TASK REQUIREMENTS: Give the number of lines in the data that hold the string "from". Nothing else is needed.
RECORDS PROVIDED below:
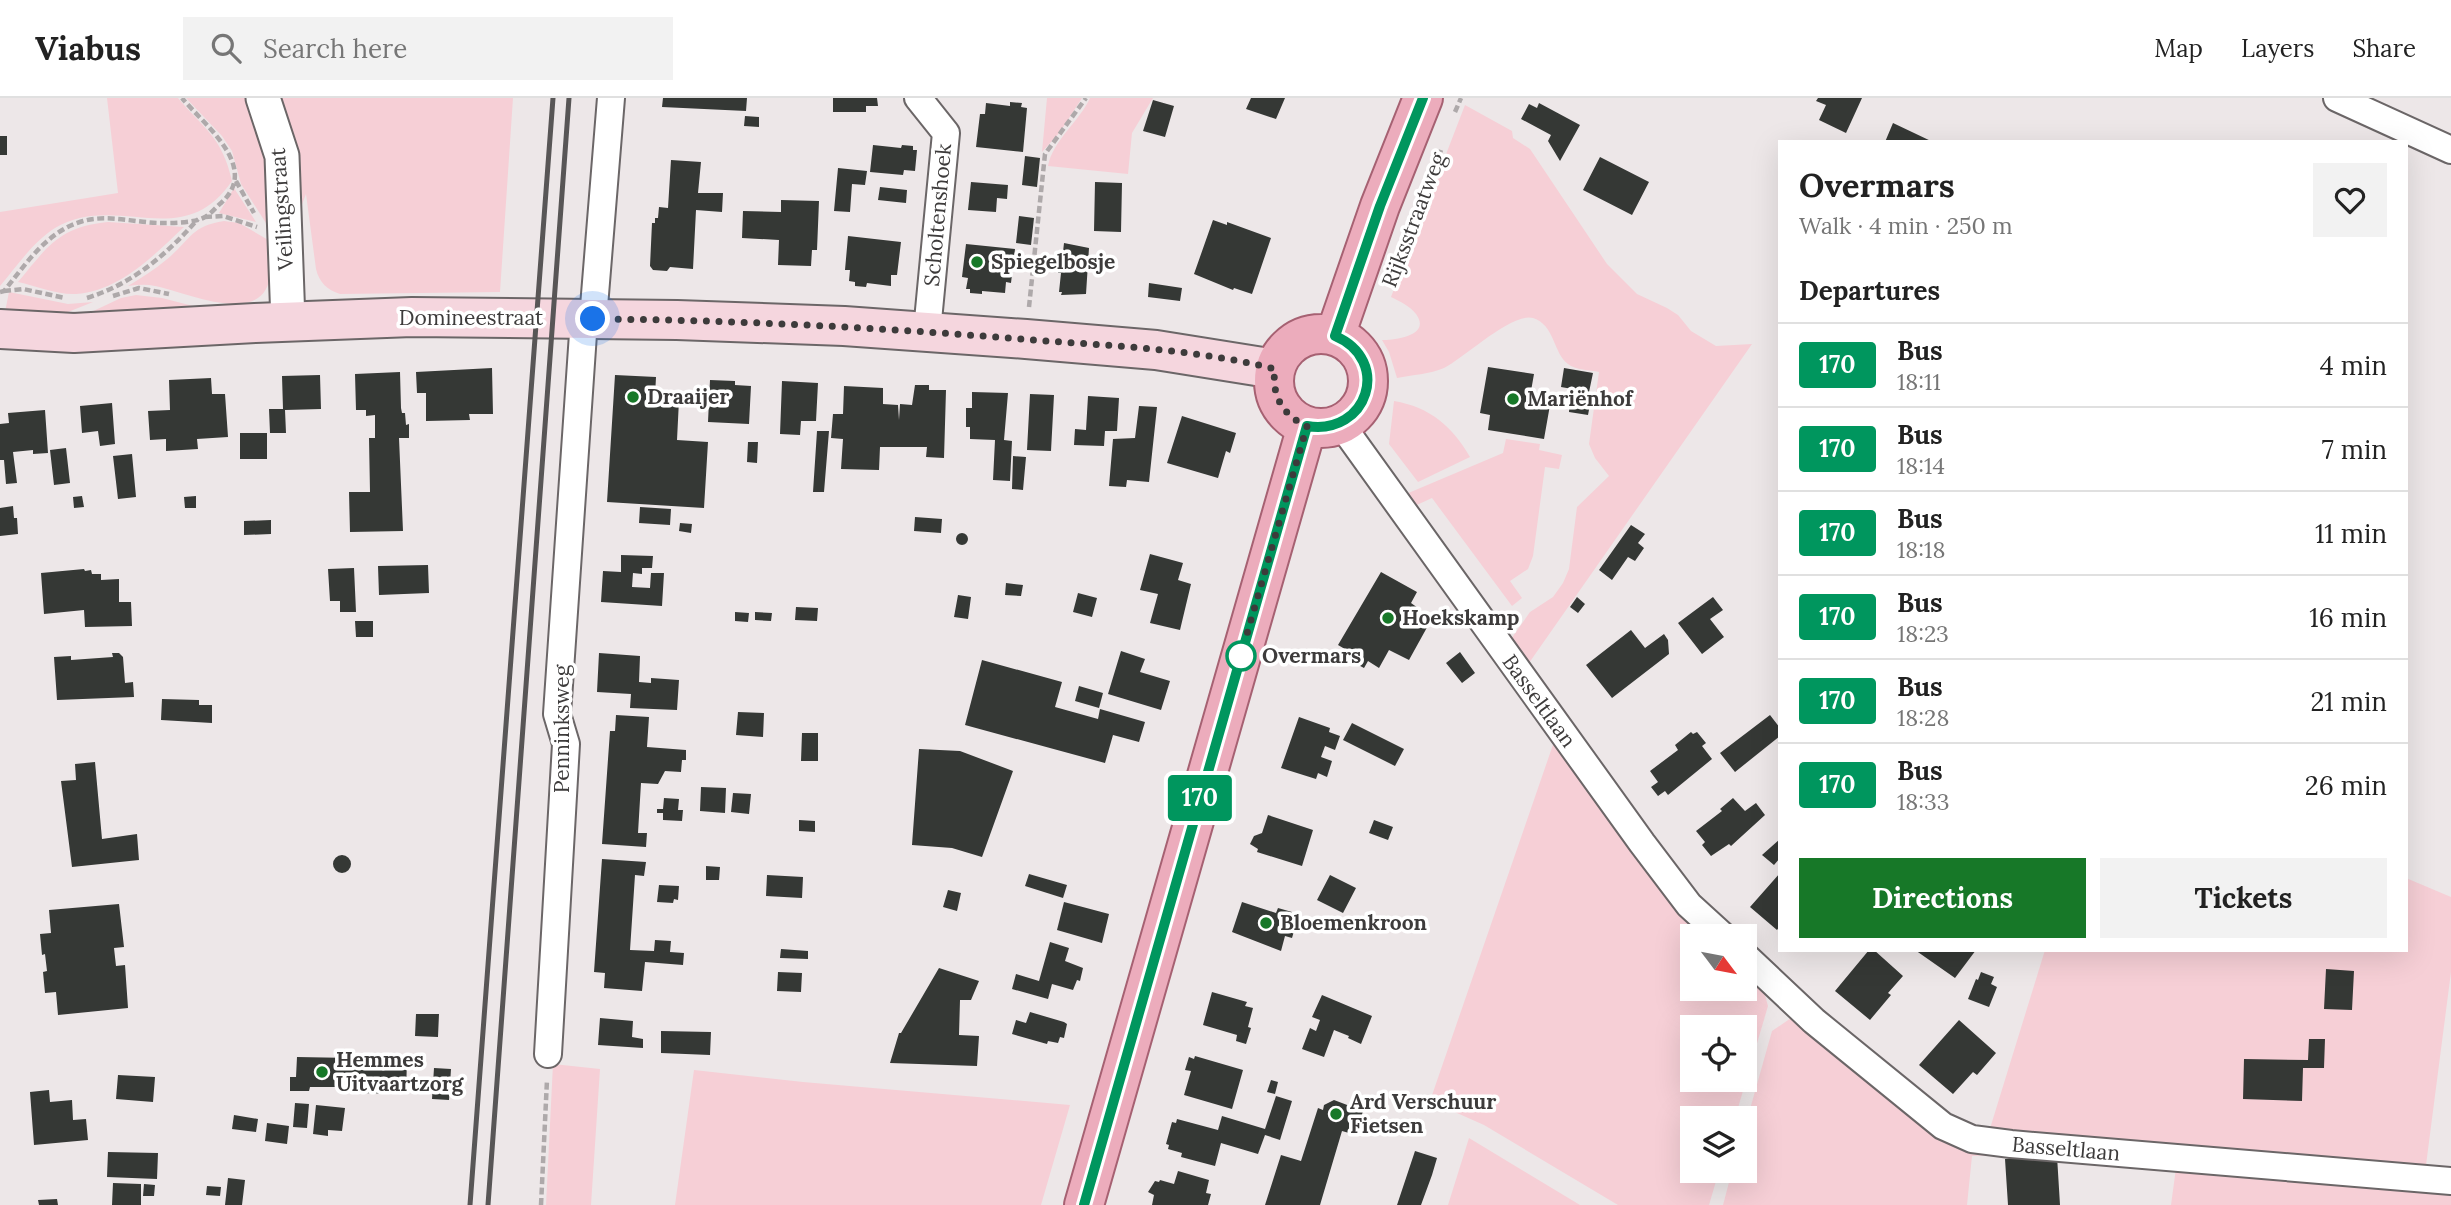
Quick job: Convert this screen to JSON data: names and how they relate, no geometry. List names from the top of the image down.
End of RECORDS PROVIDED.
RECORDS PROVIDED below:
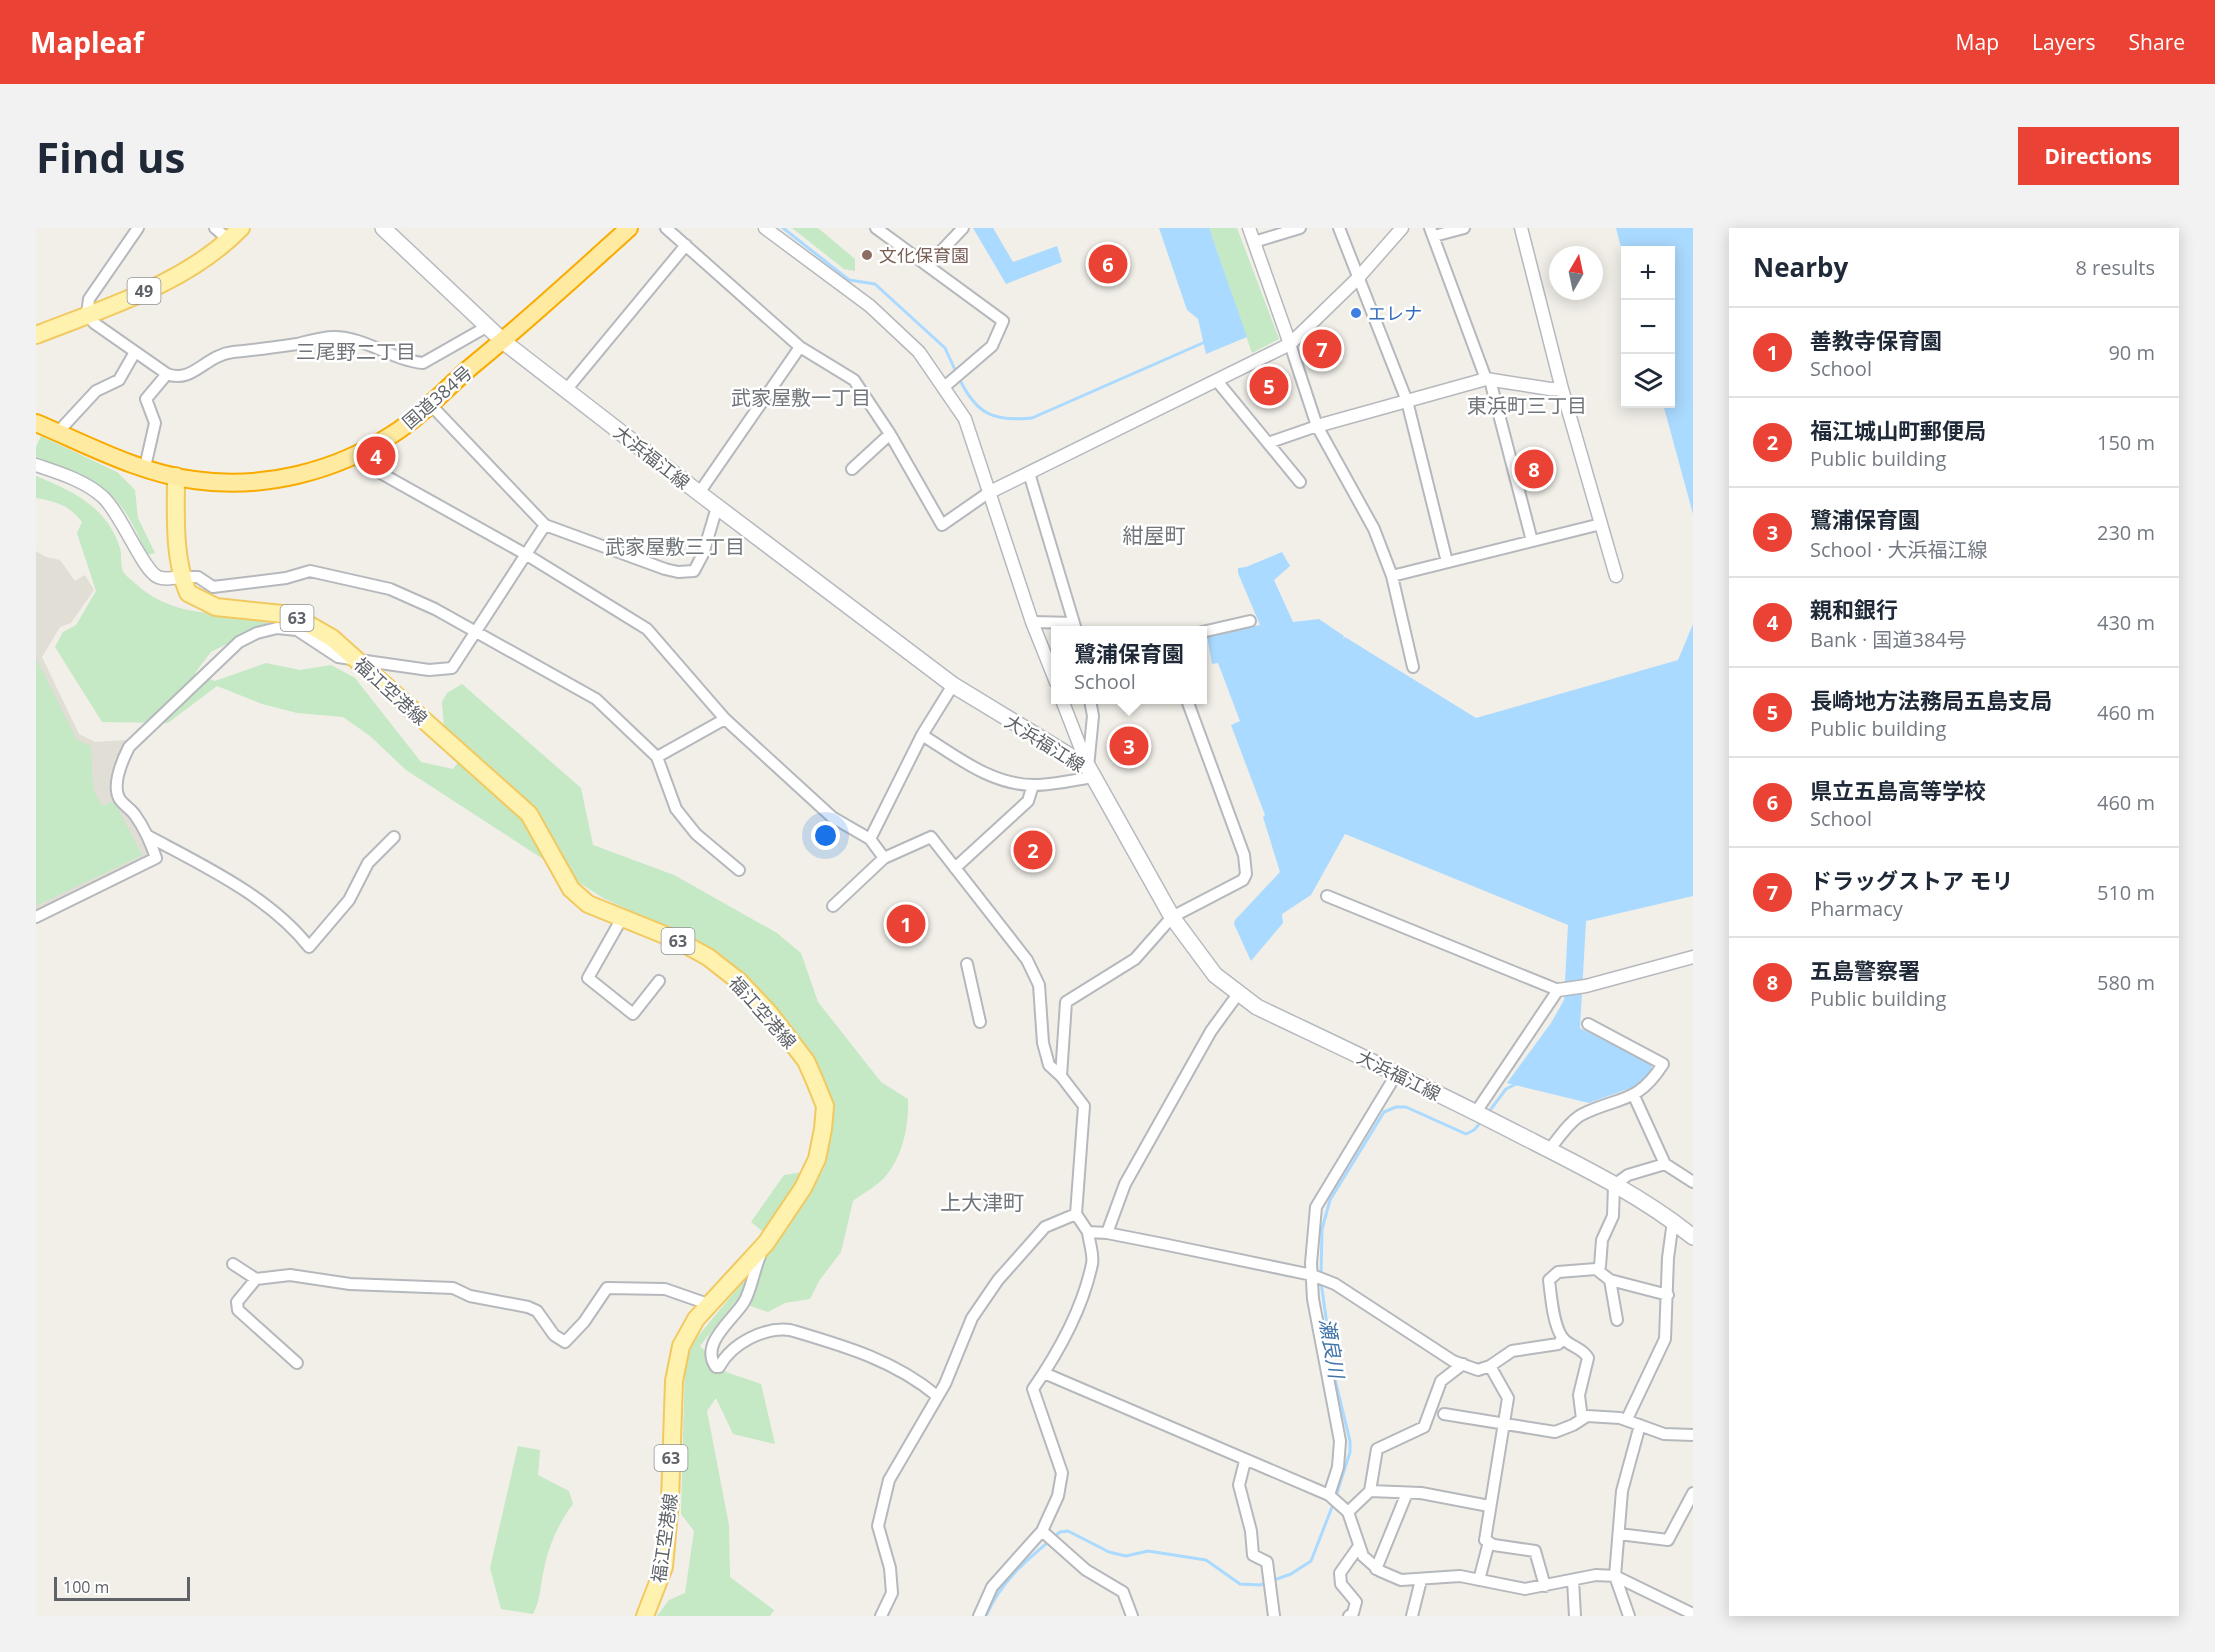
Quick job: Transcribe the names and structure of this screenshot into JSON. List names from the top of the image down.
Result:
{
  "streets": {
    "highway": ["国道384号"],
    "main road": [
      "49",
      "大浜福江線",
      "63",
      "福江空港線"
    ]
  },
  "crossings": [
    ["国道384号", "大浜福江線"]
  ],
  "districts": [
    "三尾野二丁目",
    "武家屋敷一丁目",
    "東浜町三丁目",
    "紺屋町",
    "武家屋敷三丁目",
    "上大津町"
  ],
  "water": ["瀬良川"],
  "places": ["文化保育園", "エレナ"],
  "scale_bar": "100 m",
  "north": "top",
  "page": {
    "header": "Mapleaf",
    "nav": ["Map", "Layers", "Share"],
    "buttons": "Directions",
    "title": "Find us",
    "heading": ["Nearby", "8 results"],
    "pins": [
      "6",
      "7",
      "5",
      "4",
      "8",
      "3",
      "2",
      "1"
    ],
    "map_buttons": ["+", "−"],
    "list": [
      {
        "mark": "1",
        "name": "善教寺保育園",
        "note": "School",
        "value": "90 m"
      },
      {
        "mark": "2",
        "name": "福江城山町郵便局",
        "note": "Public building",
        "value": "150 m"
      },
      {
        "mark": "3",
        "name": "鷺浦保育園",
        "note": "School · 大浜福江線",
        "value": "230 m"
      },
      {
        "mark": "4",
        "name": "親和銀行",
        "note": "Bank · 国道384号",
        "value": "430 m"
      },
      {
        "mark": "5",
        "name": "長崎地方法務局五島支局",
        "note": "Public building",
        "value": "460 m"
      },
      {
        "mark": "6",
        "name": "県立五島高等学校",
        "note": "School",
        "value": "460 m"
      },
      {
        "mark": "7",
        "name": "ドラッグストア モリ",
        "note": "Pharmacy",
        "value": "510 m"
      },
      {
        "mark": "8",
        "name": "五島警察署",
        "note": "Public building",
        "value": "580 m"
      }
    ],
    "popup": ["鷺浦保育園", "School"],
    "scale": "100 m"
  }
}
End of RECORDS PROVIDED.
RECORDS PROVIDED below:
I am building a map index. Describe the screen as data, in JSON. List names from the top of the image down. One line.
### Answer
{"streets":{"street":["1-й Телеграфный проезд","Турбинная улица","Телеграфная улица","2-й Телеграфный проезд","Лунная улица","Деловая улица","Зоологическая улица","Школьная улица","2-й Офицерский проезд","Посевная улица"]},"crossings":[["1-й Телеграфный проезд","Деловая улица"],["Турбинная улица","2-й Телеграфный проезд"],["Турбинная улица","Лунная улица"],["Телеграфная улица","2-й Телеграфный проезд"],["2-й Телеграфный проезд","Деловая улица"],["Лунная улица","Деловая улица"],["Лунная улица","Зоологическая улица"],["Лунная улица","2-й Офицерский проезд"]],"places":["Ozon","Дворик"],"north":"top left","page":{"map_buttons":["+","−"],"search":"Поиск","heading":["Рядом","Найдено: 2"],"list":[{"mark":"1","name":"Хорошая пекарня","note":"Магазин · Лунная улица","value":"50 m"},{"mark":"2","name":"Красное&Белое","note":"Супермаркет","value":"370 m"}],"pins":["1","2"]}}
End of RECORDS PROVIDED.
FINISHED EXERCISE: 3